Monthly Archives

2 Articles

Brief notes on some of the Flare-On 2020 challenges

Posted on

This was my first flare-on and it was quite fun. I ended up procrastinating for a few weeks after finishing challenge 10 so the end result was not quite what was desired. So here are my thoughts on challenges that I consider to be interesting, which mainly focuses on challenge 9 and 10. As the official writeup will come out soon and will no doubt be far better than my writeup, I’ll likely not edit it too much.

Challenge 6

This was a frustrating challenge that took me 11.5 hours (mostly spent figuring out non-solutions) to solve. The binary is a QR code generator written in AutoIt. I initially expected this to be easy since AutoIt was my home turf (however out of practice I might be), however, this proved not to be the case. The deobfuscation was fun and easy to write as the obfuscation is extremely simple. However the final part took far too long, it took me around 8 hours to figure out that the decryption function was collecting bits and combining them into bytes 7 at a time to generate the desired password.

Challenge 7

This is by far my favorite challenge. In short, we have a pcap file of a network attack against an IIS server exploiting CVE-2017-7269. After identifying the exploit, the first step was to extract the shellcode. Initially, I could not get it working, but then after reading an article on the exploit that shows the disassembly of what’s going on behind the scene, I realized that the shellcode is to be converted to wide strings, and after that things were fairly simple. We had to fix up the register in a debugger (I believe ESI was to point to the beginning of the buffer), and then debug and then continuously dump the next stages until we get the flag data.

Challenge 8

I dislike this challenge. The flag was a gibberish string unlike the other challenges so I spent hours that I shouldn’t have. If not for that it would’ve been quite fun. My solution was dumping the ELF binary, patching it so that the check always returns ‘X’, repackage it in the resource and then run it.

Challenge 9

This challenge was fun. The challenge file is a PE file which does 2 things: load a driver using CapCom, and registers a COM DLL.
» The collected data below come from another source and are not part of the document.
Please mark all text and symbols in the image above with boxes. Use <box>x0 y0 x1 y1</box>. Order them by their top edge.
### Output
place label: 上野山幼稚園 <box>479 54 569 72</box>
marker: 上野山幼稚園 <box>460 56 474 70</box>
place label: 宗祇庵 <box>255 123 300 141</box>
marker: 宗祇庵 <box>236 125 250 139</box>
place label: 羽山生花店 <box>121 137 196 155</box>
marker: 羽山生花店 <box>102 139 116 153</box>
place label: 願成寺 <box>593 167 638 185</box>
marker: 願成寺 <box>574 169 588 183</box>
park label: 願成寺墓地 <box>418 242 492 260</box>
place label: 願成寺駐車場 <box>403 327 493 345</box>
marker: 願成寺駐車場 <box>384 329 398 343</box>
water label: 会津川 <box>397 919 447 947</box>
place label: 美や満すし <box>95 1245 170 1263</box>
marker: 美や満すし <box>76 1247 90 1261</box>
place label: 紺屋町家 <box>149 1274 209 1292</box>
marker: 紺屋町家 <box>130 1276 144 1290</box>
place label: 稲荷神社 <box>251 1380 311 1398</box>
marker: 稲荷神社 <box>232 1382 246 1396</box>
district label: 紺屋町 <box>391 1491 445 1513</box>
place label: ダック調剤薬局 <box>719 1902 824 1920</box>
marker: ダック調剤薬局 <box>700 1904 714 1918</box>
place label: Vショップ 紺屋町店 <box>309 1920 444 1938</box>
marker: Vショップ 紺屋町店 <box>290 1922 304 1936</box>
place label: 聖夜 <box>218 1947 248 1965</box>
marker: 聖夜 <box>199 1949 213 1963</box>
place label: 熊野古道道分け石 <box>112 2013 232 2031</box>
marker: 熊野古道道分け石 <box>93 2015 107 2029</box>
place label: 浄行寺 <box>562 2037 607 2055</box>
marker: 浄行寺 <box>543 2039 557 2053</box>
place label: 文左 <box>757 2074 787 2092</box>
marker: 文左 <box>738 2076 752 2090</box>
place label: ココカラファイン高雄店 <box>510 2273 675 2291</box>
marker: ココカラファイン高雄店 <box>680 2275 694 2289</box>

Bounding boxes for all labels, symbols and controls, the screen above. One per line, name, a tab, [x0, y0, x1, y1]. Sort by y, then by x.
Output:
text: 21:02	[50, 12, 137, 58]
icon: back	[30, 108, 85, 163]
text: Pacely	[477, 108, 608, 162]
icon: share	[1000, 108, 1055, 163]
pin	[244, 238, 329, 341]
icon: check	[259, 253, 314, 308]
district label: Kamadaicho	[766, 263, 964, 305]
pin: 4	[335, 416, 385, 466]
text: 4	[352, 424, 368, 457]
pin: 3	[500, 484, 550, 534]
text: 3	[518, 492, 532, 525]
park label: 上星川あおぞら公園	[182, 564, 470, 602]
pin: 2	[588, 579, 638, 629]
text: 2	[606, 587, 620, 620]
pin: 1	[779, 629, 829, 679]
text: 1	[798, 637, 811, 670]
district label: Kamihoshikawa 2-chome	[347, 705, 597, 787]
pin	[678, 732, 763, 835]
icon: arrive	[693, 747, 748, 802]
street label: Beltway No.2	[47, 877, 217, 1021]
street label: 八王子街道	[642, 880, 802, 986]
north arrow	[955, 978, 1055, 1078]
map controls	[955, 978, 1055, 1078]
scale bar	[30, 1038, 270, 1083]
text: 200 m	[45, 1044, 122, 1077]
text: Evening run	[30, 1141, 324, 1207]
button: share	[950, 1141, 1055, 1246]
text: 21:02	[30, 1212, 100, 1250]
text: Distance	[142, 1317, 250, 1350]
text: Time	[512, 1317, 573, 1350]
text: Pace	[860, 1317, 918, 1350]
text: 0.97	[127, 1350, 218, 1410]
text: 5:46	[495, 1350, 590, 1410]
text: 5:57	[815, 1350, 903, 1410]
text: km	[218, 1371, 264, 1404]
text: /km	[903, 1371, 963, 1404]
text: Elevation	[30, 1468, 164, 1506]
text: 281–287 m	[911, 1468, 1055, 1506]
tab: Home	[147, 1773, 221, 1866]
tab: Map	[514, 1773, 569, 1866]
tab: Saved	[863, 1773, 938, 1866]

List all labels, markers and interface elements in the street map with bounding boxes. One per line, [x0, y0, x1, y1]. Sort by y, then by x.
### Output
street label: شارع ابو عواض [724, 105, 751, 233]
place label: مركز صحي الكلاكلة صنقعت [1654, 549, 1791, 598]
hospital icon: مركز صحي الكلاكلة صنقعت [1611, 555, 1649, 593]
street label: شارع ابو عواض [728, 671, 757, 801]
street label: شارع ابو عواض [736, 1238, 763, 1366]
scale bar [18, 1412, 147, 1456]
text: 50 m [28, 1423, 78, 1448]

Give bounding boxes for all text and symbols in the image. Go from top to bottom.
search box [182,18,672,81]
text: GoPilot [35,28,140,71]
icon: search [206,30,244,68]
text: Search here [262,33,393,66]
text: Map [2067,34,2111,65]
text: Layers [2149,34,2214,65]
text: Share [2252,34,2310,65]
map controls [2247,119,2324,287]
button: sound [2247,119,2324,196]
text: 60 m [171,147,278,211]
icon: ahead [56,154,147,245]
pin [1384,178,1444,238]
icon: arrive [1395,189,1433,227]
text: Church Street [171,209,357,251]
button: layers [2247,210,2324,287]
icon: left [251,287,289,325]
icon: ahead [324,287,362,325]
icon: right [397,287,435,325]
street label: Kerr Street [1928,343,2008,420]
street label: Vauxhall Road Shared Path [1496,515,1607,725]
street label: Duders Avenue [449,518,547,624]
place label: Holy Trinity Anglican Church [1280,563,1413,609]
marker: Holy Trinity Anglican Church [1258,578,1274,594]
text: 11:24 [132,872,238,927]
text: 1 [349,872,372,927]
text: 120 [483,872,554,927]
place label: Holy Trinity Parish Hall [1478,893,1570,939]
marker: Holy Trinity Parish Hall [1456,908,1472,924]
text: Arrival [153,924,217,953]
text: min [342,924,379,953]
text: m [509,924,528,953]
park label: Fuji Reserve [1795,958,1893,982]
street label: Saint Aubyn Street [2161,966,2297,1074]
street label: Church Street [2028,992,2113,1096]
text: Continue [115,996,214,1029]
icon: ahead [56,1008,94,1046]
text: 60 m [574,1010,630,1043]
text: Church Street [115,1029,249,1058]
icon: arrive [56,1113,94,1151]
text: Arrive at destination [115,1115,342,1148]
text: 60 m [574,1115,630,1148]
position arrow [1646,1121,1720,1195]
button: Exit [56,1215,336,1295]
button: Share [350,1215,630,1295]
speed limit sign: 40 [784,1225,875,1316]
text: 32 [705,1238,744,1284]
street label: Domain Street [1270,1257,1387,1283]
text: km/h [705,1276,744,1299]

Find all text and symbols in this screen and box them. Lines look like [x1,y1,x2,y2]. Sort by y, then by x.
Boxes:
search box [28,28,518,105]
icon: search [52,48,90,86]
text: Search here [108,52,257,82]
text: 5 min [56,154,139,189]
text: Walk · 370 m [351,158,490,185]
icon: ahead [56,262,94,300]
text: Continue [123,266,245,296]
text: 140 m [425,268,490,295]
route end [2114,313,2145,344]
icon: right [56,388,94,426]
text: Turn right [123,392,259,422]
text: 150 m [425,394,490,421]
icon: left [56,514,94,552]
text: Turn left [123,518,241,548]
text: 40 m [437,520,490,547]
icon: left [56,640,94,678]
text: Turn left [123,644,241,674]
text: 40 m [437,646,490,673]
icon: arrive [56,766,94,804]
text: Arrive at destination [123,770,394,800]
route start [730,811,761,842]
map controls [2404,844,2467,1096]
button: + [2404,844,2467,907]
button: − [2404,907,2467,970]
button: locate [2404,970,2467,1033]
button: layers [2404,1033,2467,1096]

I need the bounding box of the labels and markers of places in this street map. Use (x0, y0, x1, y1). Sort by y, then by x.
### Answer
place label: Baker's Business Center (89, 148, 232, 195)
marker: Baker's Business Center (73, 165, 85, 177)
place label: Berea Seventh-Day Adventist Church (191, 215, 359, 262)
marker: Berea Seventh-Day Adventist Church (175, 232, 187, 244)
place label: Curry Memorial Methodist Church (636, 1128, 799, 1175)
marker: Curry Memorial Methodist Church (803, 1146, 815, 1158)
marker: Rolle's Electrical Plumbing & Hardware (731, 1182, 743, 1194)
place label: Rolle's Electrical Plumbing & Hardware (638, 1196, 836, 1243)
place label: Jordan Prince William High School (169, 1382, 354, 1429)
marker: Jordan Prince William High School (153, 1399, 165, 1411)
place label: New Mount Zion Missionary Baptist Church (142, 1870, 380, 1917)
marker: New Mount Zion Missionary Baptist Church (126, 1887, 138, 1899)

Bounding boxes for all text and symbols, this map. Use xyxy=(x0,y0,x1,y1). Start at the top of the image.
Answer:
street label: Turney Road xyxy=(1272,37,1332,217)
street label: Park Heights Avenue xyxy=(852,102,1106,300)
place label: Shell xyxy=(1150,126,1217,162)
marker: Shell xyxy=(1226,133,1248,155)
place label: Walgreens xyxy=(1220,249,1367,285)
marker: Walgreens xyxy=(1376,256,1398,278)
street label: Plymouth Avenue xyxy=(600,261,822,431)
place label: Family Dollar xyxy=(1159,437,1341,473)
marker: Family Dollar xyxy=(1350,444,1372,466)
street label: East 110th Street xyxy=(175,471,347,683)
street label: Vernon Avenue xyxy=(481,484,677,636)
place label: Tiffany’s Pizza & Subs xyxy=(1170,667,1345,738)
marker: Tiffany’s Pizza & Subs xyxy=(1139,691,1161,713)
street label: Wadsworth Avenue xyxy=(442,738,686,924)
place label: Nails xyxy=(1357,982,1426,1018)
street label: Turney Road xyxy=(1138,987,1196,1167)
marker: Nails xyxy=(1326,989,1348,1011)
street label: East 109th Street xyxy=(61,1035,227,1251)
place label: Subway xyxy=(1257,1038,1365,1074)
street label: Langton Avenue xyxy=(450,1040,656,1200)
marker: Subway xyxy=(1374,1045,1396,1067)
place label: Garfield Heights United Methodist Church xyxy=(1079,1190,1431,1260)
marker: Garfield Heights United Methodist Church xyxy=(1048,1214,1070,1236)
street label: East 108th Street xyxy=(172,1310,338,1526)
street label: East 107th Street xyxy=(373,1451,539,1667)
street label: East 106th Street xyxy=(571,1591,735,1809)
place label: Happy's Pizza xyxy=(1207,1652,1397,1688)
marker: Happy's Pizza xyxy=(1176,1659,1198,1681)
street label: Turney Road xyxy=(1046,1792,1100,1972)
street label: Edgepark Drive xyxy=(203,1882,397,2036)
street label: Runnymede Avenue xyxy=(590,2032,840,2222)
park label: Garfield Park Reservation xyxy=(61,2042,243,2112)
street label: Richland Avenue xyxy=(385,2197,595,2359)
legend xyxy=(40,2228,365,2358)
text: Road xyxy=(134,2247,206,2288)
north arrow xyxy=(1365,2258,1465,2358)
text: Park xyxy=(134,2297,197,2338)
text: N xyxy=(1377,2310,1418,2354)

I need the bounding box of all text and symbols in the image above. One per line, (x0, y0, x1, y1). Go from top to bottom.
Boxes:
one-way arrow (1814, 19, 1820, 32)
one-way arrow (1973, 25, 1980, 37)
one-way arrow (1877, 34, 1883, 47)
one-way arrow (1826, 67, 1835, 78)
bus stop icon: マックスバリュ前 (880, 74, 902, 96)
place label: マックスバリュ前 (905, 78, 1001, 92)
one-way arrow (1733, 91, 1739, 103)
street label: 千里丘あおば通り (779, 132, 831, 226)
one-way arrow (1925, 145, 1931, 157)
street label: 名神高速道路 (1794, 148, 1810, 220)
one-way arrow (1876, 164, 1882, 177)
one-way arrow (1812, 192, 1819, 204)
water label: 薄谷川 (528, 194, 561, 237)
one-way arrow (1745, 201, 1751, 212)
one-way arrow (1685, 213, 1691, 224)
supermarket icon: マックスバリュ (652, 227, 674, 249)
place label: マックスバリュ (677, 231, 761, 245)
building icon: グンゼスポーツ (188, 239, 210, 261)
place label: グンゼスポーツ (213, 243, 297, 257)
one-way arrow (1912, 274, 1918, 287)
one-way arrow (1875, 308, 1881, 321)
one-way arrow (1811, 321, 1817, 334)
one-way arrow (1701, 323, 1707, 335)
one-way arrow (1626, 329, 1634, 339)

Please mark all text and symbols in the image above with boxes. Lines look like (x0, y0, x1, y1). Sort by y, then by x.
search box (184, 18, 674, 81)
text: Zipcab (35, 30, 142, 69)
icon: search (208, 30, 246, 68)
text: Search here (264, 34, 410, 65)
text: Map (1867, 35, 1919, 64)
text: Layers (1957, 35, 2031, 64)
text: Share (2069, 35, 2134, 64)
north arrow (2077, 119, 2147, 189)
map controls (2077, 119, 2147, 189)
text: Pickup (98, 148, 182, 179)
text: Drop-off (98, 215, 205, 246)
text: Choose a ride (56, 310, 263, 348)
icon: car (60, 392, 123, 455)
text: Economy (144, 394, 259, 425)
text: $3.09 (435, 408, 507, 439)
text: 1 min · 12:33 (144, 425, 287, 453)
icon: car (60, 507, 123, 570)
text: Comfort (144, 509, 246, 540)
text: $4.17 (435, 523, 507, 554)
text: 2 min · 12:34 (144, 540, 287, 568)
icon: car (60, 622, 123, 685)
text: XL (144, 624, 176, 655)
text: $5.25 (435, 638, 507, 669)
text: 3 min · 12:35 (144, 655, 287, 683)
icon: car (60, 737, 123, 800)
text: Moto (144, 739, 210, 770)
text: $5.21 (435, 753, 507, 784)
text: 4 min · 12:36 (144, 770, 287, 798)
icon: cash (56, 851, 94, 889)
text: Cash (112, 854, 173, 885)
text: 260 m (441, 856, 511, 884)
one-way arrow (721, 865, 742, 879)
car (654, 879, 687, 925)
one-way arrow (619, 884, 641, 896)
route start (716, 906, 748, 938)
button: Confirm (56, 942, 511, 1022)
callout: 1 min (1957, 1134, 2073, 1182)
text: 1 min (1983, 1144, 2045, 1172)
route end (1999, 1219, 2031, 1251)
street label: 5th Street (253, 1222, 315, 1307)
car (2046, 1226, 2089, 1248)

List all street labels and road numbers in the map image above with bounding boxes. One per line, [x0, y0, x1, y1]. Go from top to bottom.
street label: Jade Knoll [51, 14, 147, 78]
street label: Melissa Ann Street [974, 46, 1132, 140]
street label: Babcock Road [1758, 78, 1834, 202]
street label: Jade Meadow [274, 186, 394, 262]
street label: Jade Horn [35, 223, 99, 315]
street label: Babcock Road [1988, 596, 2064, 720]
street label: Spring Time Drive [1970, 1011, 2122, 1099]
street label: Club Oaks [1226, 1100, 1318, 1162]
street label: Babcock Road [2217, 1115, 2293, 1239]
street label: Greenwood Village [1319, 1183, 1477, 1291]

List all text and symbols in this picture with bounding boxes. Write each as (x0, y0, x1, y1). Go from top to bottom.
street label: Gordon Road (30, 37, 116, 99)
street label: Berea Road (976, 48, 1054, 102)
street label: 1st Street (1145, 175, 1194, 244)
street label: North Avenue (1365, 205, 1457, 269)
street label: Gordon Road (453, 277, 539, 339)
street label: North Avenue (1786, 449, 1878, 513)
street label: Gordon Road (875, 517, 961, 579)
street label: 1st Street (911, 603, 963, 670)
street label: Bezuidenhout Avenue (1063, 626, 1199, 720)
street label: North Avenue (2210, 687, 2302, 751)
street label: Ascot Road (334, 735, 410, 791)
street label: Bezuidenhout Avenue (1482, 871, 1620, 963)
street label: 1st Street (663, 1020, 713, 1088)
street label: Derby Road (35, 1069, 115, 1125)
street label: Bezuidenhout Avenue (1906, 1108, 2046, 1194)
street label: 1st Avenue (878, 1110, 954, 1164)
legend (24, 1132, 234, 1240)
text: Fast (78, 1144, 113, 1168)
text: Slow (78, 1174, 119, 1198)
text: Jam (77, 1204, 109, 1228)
The manual mapper is written by the author and can be found here. The main difference between the public implementation and the private one is simply some slight obfuscation and the change in the pooltag. The mapped driver registers a registry callback.

Knowing that a driver is in play, I applied one of my techniques for dynamic analysis here that I have not seen discussed anywhere else (though I am sure it has been done by many before). The technique in essence is hooking the free function and dumping the buffer content before freeing. This allows us to see a lot of interesting information in binaries simply by running it without the need for debugging or anything else. In this case, as the target is a kernel driver, I used a hypervisor to hook ExFreePoolWithTag and dump the pool if the caller is not a valid target driver image. This gave us a very interesting string, “H@n.$h0t.FiRst!”, which will later be used. Now, onto static analysis, we can see that the driver registers a registry callback.

Inside it, it checks if the registry key operation is on the COM key “{CEEACC6E-CCB2-4C4F-BCF6-D2176037A9A7}\Config”, and if it matches that, the key is created with the class set to “H@n.$Sh0t.FiRst!”. This confirms that what we extracted earlier from our hypervisor is indeed some sort of password that will be important later on.

Onto the COM DLL that is registered, we can see that it first clears the Password and Flag field inside DllRegisterServer.

This activates the registry callback described before. Next, we can see that DllGetClassObject returns to us an object with a vtable, as is typically the case with COM APIs.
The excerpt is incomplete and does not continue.